Se il problema fosse davvero evitare che i giovani diventino dipendenti dai social network e/o "brutte compagnie" online, la soluzione finale sarebbe firewall nazionale (o Europeo/ecc.) con whitelist e "coprifuoco" dell'accesso ad internet a siti non-istituzionali per i dispositivi usati dai minori al di sotto di una certa età.

Si presuppone che una persona adulta sappia moderarsi con l'uso. Come social personalmente io uso X/Twitter in sola lettura (mai scritto nulla con il mio account) solo per seguire gente principalmente nell'ambito artistico e nel campo del machine learning; non sono assuefatto, non faccio doomscrolling. Se occorre monitorare e limitare l'uso di internet pure agli adulti, qualcosa non va a monte e non sono i social network.

Eroes78
03-07-2026, 12:06
I genitori sono gli unici che possono decidere per i propri bambini, non lo stato. Spetta a loro l'educazione dei figli.
Ma un divieto legislativo è sbagliato perché non possono imporre una loro scelta a chi è contrario, neanche se ad essere contraria fosse una sola persona.
Non esiste il diritto di schiacciare le minoranze, soprattutto in USA perché sono una Repubblica prima che una democrazia (democrazia = dittatura maggioranza).

Ma sto tizio esiste davvero o è un agente AI che scrive cazzate?

Chiedo per un amico, che si sente in imbarazzo a leggere questo qui che in ogni commento è sempre e invariabilmente dalla parte dell'idea del cazzo.

mozzarello
03-07-2026, 12:07
Se il problema fosse davvero evitare che i giovani diventino dipendenti dai social network e/o "brutte compagnie" online, la soluzione finale sarebbe firewall nazionale (o Europeo/ecc.) con whitelist e "coprifuoco" dell'accesso ad internet a siti non-istituzionali per i dispositivi usati dai minori al di sotto di una certa età.

Si presuppone che una persona adulta sappia moderarsi con l'uso. Come social personalmente io uso X/Twitter in sola lettura (mai scritto nulla con il mio account) solo per seguire gente principalmente nell'ambito artistico e nel campo del machine learning; non sono assuefatto, non faccio doomscrolling. Se occorre monitorare e limitare l'uso di internet pure agli adulti, qualcosa non va a monte e non sono i social network.

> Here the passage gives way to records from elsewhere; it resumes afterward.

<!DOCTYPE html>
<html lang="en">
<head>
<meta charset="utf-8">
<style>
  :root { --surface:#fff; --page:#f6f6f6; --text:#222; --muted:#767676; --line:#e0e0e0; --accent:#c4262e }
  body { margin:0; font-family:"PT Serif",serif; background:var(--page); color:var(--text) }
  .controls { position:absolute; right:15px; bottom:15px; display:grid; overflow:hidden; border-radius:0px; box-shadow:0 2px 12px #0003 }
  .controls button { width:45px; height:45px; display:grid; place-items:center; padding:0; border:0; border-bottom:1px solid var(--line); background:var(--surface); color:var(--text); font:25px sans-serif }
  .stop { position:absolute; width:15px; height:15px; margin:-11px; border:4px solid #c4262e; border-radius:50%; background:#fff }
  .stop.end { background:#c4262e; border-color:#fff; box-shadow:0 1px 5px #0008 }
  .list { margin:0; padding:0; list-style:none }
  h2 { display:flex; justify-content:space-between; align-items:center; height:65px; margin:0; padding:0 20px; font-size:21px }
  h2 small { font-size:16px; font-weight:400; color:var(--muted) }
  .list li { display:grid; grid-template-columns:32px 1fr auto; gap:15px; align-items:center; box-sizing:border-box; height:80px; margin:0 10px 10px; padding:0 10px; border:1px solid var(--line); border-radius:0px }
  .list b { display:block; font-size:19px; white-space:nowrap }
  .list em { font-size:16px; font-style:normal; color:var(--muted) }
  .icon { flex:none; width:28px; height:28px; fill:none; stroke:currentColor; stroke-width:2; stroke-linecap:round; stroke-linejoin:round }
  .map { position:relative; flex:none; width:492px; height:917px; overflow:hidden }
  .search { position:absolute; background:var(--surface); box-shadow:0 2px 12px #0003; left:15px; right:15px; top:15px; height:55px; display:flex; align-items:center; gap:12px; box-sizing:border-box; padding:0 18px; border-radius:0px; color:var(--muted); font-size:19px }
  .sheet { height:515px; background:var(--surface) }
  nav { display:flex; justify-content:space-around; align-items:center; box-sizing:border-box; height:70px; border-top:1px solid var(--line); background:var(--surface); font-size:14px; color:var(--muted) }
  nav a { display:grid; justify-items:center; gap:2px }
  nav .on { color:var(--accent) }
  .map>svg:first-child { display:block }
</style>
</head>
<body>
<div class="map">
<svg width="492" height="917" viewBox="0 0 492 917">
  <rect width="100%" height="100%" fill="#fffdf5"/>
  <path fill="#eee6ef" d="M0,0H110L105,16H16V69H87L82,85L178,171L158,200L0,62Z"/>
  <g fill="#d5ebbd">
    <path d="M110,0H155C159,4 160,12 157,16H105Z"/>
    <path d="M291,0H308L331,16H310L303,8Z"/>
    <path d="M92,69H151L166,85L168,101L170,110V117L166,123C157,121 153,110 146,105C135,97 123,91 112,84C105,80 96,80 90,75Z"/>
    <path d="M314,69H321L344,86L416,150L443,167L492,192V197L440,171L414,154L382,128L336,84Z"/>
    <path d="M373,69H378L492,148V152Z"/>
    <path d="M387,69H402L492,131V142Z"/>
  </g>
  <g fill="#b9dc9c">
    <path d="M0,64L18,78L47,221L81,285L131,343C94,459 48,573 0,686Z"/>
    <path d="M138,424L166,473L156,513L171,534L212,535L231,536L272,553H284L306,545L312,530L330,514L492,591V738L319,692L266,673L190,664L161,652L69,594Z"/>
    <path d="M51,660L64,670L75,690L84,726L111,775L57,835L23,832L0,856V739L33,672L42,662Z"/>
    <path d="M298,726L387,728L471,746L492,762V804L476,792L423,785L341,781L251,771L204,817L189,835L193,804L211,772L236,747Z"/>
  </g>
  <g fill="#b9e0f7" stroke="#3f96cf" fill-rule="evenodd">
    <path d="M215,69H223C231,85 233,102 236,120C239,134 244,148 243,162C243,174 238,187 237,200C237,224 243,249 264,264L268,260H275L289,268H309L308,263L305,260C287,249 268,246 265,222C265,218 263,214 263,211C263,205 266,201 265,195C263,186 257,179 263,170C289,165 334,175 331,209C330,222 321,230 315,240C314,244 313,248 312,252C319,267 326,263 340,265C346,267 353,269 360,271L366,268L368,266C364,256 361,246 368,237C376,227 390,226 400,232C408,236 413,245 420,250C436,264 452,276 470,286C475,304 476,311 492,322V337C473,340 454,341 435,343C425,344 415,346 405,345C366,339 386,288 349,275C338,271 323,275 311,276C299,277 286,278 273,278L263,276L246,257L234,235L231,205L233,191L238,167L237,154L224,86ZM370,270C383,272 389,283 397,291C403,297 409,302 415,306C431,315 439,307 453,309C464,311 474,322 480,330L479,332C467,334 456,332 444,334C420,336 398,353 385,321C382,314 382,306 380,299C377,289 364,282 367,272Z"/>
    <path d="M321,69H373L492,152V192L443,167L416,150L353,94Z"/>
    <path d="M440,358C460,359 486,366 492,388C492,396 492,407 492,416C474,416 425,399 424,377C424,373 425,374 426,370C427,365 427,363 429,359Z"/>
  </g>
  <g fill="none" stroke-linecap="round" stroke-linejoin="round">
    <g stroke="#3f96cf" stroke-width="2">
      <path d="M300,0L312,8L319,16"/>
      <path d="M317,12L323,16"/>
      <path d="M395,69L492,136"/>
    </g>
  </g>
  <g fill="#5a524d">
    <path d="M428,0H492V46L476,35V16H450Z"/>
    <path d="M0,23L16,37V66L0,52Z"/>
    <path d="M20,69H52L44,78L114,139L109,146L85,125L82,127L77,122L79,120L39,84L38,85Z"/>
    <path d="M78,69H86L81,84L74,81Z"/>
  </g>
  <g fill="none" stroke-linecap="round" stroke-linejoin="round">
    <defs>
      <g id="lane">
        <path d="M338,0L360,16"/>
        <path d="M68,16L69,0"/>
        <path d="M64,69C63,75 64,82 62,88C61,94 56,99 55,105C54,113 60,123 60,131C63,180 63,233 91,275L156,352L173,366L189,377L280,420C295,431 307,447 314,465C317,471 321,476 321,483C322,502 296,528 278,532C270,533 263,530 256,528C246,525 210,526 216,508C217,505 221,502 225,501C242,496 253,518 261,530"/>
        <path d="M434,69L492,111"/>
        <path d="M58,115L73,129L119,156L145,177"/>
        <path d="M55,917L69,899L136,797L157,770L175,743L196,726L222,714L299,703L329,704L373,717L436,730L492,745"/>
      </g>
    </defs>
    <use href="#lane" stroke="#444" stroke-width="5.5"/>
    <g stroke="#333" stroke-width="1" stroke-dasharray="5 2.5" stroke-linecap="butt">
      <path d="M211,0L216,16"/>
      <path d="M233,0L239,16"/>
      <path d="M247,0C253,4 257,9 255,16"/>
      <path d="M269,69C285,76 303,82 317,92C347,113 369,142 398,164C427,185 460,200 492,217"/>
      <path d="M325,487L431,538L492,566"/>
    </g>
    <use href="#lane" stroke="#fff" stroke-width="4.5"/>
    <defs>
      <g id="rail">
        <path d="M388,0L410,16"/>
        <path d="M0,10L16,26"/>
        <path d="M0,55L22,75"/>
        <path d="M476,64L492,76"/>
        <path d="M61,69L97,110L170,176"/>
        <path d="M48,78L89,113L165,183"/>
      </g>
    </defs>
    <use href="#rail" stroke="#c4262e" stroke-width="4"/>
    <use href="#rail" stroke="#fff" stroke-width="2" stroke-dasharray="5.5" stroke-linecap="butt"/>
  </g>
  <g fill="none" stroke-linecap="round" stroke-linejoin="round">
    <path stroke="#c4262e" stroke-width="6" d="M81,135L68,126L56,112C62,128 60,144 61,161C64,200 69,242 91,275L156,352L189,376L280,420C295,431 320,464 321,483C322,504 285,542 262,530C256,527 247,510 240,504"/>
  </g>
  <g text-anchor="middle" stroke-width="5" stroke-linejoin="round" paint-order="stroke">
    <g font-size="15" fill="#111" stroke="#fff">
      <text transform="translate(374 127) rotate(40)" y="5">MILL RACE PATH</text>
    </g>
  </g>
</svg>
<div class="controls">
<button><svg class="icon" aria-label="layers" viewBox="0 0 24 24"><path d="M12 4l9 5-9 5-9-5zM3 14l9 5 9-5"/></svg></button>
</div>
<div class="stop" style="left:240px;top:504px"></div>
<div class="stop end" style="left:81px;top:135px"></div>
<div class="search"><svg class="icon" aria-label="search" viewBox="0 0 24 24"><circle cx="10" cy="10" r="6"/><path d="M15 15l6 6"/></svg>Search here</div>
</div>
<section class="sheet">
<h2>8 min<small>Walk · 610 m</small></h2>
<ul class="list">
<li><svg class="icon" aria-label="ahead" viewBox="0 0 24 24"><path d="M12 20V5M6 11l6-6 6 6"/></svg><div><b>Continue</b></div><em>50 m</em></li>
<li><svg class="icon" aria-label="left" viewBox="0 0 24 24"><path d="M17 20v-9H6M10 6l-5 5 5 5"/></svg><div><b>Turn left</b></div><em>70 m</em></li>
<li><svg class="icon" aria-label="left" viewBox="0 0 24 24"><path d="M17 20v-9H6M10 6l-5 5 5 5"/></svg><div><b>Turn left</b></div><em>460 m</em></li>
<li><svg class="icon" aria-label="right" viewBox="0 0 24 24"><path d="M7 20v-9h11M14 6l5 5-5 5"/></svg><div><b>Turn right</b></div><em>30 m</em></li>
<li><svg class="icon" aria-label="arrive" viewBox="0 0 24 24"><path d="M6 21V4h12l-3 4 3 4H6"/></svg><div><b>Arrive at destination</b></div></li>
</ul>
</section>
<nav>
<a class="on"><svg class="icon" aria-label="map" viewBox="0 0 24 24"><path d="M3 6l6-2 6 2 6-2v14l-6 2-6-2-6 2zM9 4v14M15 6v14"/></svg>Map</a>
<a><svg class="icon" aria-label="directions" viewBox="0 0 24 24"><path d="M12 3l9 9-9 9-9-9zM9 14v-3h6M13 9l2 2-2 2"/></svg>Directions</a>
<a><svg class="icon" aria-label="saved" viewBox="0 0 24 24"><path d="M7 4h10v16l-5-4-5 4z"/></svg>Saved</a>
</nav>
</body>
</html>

No, il problema non è dei giovani, è del cervello e quello lo abbiamo tutti così fino alla morte. Se uno entra nel giro non ne esce più, come appunto con la droga.

Ma non essendo la Cina e non avendo il Grande Fratello, non si può bloccare una fava, giustamente, ma si può rendere meno dannosa la cosa.

In auto hanno obbligato tutti i costruttori a mettere le cinture di sicurezza, e l'utente a usarle pena la multa. Visto che non puoi impedire a qualcuno di usare un social, e manco avrebbe senso, va imposto a chi fa i social di farli in una certa maniera, non solo per danneggiare mentalmente le persone che li utilizzano, allo scopo di un tornaconto economico.

Ci son psicologi che spiegano come usare i social per non diventarne dipendenti? Fai una legge che impone possano essere usati SOLO in quella maniera. Risolto il problema.